-------- LISTED RECORDS

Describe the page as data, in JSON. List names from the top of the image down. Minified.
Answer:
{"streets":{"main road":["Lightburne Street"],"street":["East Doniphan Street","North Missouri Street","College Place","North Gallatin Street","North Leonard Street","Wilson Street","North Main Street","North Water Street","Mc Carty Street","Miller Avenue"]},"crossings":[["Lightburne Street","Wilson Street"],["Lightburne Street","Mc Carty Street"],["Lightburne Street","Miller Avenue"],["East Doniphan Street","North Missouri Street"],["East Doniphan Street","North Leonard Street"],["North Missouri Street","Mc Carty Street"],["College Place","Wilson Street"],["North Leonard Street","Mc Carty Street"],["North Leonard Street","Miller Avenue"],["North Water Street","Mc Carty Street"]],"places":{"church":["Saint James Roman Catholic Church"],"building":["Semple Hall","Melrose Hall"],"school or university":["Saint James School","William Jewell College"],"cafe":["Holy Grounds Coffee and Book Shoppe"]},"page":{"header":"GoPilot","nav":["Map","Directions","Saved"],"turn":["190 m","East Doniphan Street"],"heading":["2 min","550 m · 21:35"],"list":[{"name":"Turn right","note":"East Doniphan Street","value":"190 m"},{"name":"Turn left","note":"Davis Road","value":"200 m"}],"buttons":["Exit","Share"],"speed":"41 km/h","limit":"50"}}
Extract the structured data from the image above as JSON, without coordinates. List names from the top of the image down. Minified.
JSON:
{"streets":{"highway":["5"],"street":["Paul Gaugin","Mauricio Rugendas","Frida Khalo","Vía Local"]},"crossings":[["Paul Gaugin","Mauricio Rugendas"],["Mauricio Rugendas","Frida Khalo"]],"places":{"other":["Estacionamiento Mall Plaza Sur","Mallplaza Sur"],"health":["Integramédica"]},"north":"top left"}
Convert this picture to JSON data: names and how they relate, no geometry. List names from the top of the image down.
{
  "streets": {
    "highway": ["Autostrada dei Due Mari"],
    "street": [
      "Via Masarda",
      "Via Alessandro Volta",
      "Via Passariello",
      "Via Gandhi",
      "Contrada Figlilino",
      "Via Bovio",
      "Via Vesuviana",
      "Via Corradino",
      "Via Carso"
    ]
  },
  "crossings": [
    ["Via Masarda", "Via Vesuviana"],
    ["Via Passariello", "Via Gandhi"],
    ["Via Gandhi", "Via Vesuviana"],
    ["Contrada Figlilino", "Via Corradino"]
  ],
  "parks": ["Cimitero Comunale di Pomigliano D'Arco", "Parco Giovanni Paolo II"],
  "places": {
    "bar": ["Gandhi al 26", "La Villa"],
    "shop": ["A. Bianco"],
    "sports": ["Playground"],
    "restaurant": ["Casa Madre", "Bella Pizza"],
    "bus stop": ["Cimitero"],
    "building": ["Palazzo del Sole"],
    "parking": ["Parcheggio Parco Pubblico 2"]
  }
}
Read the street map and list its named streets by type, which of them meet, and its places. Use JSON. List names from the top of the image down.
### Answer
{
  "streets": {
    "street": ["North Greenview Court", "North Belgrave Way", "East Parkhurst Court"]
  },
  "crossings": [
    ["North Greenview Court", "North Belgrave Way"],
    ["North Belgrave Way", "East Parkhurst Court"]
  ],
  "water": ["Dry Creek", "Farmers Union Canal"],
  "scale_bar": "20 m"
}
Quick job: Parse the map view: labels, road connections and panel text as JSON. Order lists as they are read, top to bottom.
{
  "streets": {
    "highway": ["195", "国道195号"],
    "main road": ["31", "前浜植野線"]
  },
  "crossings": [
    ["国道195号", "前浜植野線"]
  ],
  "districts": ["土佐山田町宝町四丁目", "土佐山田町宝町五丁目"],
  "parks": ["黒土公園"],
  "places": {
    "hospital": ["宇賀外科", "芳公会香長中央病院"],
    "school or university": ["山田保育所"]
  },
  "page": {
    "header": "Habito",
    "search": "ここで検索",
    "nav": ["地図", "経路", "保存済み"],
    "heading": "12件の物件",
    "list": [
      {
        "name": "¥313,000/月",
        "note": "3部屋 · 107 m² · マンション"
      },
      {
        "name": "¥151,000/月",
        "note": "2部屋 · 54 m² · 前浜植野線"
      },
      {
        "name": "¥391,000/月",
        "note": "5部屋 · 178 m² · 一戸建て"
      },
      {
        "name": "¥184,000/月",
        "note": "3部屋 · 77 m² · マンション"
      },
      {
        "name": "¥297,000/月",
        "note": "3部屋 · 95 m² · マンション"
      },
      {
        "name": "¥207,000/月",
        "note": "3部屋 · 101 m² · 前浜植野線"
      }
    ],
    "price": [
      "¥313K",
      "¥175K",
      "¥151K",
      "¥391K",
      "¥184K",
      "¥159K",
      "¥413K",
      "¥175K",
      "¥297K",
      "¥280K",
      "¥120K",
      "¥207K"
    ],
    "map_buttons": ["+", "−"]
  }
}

----------------

ABOUT THIS TASK: Matching lines for the string "Minified": work out how many the records contain and write only the number.

EXERCISE RESPONSE: 2